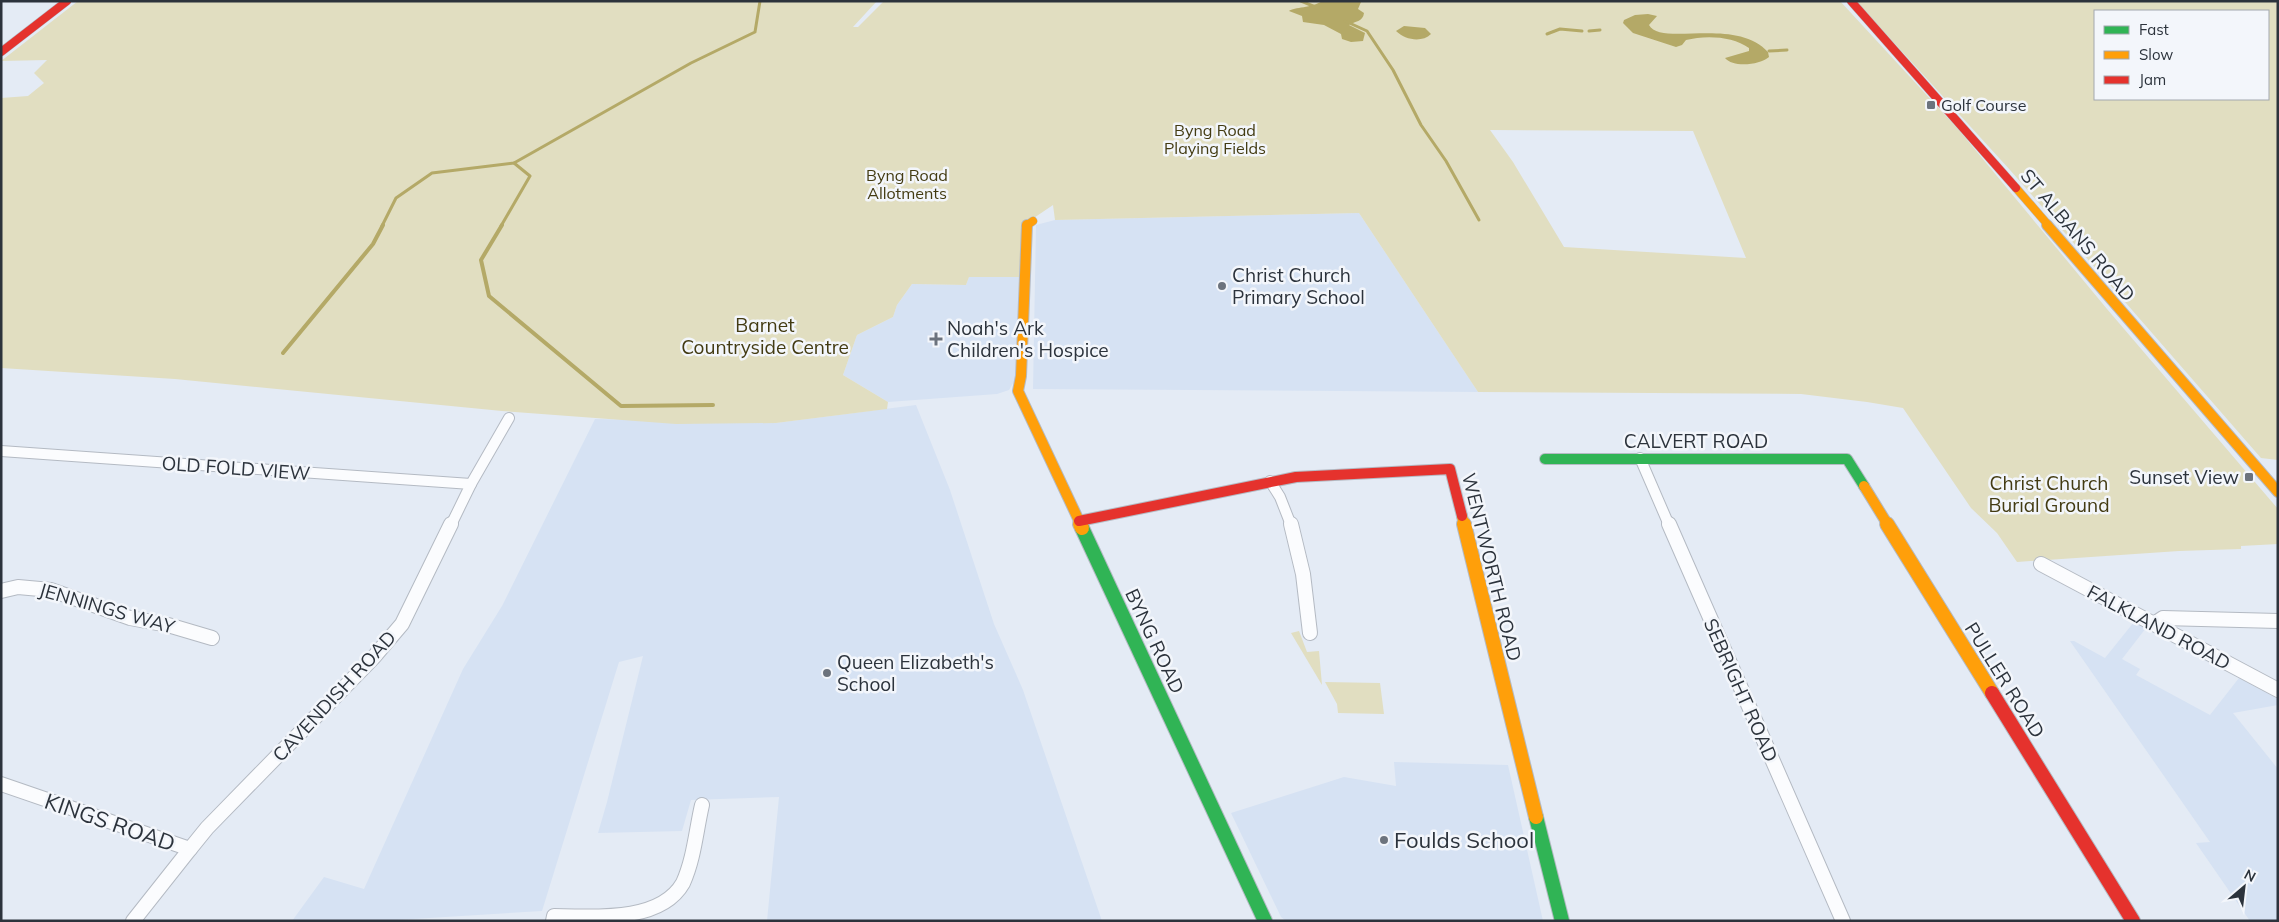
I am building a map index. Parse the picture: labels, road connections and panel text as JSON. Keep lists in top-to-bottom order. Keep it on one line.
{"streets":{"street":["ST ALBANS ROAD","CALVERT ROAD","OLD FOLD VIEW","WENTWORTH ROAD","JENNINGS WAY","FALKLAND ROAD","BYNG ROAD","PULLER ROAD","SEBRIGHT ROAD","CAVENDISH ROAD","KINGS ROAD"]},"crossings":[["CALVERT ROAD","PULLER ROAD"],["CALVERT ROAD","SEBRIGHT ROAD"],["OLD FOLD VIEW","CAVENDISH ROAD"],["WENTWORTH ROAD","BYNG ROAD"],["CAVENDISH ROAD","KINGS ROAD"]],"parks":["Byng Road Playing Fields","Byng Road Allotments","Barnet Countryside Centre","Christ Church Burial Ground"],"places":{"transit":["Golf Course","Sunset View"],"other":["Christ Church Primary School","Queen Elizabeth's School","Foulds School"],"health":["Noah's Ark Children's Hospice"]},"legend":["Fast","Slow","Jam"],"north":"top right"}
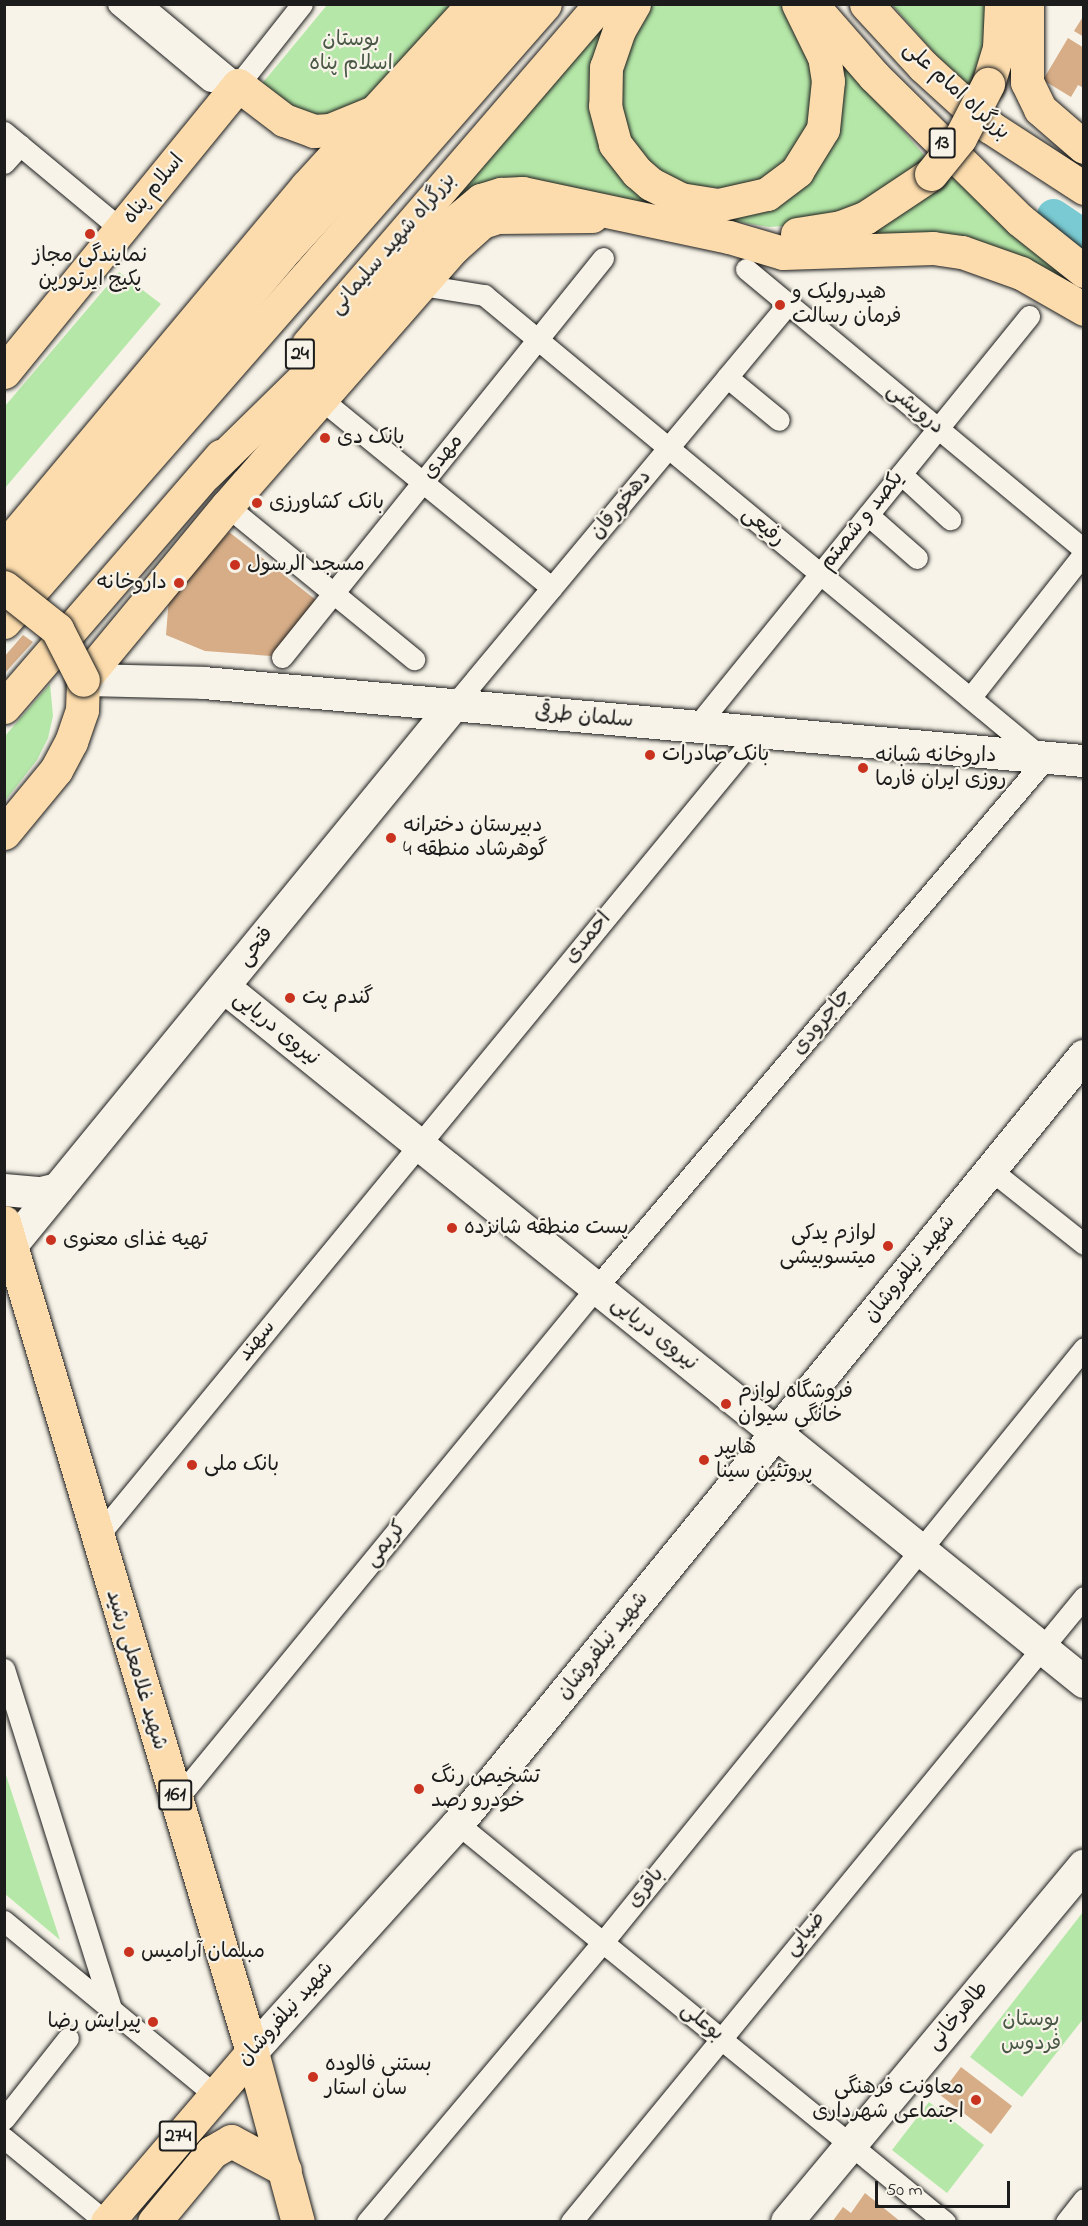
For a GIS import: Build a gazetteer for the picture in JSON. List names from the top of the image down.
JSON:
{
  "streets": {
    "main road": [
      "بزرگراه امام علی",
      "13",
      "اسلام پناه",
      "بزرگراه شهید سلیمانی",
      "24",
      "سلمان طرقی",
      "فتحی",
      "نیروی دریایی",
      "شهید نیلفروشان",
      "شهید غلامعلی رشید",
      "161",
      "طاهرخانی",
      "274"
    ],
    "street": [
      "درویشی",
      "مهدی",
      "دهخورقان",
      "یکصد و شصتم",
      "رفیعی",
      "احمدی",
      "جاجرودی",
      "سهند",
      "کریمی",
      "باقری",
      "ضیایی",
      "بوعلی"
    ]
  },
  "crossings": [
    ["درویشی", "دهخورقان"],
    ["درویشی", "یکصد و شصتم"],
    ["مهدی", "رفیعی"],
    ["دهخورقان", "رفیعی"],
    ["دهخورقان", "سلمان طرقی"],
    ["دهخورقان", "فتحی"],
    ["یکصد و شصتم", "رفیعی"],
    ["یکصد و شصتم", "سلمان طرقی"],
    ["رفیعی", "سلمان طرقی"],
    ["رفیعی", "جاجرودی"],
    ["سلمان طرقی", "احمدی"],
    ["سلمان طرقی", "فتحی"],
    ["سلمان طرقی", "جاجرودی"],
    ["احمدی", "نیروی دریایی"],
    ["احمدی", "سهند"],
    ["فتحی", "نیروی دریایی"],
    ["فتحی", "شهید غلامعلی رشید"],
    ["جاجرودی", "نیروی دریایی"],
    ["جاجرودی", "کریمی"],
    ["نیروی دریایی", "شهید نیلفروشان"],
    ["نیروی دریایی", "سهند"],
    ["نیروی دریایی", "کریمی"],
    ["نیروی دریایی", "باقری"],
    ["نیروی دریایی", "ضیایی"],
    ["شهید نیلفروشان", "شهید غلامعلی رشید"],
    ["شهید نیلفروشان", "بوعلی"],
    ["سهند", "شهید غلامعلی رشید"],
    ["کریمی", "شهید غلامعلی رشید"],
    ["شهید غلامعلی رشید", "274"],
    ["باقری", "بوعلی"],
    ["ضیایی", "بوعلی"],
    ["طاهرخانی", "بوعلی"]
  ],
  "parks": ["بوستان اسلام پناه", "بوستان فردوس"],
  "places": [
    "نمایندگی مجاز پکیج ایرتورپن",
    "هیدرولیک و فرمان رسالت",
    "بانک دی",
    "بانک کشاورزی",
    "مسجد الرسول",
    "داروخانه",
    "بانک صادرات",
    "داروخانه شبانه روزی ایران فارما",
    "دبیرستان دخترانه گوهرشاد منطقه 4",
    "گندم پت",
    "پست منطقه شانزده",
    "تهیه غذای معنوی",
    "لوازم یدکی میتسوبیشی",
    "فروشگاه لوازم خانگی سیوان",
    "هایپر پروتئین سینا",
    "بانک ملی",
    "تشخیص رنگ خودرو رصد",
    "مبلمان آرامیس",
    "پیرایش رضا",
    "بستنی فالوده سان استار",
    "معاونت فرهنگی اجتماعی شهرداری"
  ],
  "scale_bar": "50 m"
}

EXERCISE INSTRUCTIONS:
Repeat every record precisely. Any picture among them stays out of the copy.

ANSWER SECTION:
I am building a map index. Parse the picture: labels, road connections and panel text as JSON. Keep lists in top-to-bottom order. Keep it on one line.
{"streets":{"street":["ST ALBANS ROAD","CALVERT ROAD","OLD FOLD VIEW","WENTWORTH ROAD","JENNINGS WAY","FALKLAND ROAD","BYNG ROAD","PULLER ROAD","SEBRIGHT ROAD","CAVENDISH ROAD","KINGS ROAD"]},"crossings":[["CALVERT ROAD","PULLER ROAD"],["CALVERT ROAD","SEBRIGHT ROAD"],["OLD FOLD VIEW","CAVENDISH ROAD"],["WENTWORTH ROAD","BYNG ROAD"],["CAVENDISH ROAD","KINGS ROAD"]],"parks":["Byng Road Playing Fields","Byng Road Allotments","Barnet Countryside Centre","Christ Church Burial Ground"],"places":{"transit":["Golf Course","Sunset View"],"other":["Christ Church Primary School","Queen Elizabeth's School","Foulds School"],"health":["Noah's Ark Children's Hospice"]},"legend":["Fast","Slow","Jam"],"north":"top right"}
For a GIS import: Build a gazetteer for the picture in JSON. List names from the top of the image down.
JSON:
{
  "streets": {
    "main road": [
      "بزرگراه امام علی",
      "13",
      "اسلام پناه",
      "بزرگراه شهید سلیمانی",
      "24",
      "سلمان طرقی",
      "فتحی",
      "نیروی دریایی",
      "شهید نیلفروشان",
      "شهید غلامعلی رشید",
      "161",
      "طاهرخانی",
      "274"
    ],
    "street": [
      "درویشی",
      "مهدی",
      "دهخورقان",
      "یکصد و شصتم",
      "رفیعی",
      "احمدی",
      "جاجرودی",
      "سهند",
      "کریمی",
      "باقری",
      "ضیایی",
      "بوعلی"
    ]
  },
  "crossings": [
    ["درویشی", "دهخورقان"],
    ["درویشی", "یکصد و شصتم"],
    ["مهدی", "رفیعی"],
    ["دهخورقان", "رفیعی"],
    ["دهخورقان", "سلمان طرقی"],
    ["دهخورقان", "فتحی"],
    ["یکصد و شصتم", "رفیعی"],
    ["یکصد و شصتم", "سلمان طرقی"],
    ["رفیعی", "سلمان طرقی"],
    ["رفیعی", "جاجرودی"],
    ["سلمان طرقی", "احمدی"],
    ["سلمان طرقی", "فتحی"],
    ["سلمان طرقی", "جاجرودی"],
    ["احمدی", "نیروی دریایی"],
    ["احمدی", "سهند"],
    ["فتحی", "نیروی دریایی"],
    ["فتحی", "شهید غلامعلی رشید"],
    ["جاجرودی", "نیروی دریایی"],
    ["جاجرودی", "کریمی"],
    ["نیروی دریایی", "شهید نیلفروشان"],
    ["نیروی دریایی", "سهند"],
    ["نیروی دریایی", "کریمی"],
    ["نیروی دریایی", "باقری"],
    ["نیروی دریایی", "ضیایی"],
    ["شهید نیلفروشان", "شهید غلامعلی رشید"],
    ["شهید نیلفروشان", "بوعلی"],
    ["سهند", "شهید غلامعلی رشید"],
    ["کریمی", "شهید غلامعلی رشید"],
    ["شهید غلامعلی رشید", "274"],
    ["باقری", "بوعلی"],
    ["ضیایی", "بوعلی"],
    ["طاهرخانی", "بوعلی"]
  ],
  "parks": ["بوستان اسلام پناه", "بوستان فردوس"],
  "places": [
    "نمایندگی مجاز پکیج ایرتورپن",
    "هیدرولیک و فرمان رسالت",
    "بانک دی",
    "بانک کشاورزی",
    "مسجد الرسول",
    "داروخانه",
    "بانک صادرات",
    "داروخانه شبانه روزی ایران فارما",
    "دبیرستان دخترانه گوهرشاد منطقه 4",
    "گندم پت",
    "پست منطقه شانزده",
    "تهیه غذای معنوی",
    "لوازم یدکی میتسوبیشی",
    "فروشگاه لوازم خانگی سیوان",
    "هایپر پروتئین سینا",
    "بانک ملی",
    "تشخیص رنگ خودرو رصد",
    "مبلمان آرامیس",
    "پیرایش رضا",
    "بستنی فالوده سان استار",
    "معاونت فرهنگی اجتماعی شهرداری"
  ],
  "scale_bar": "50 m"
}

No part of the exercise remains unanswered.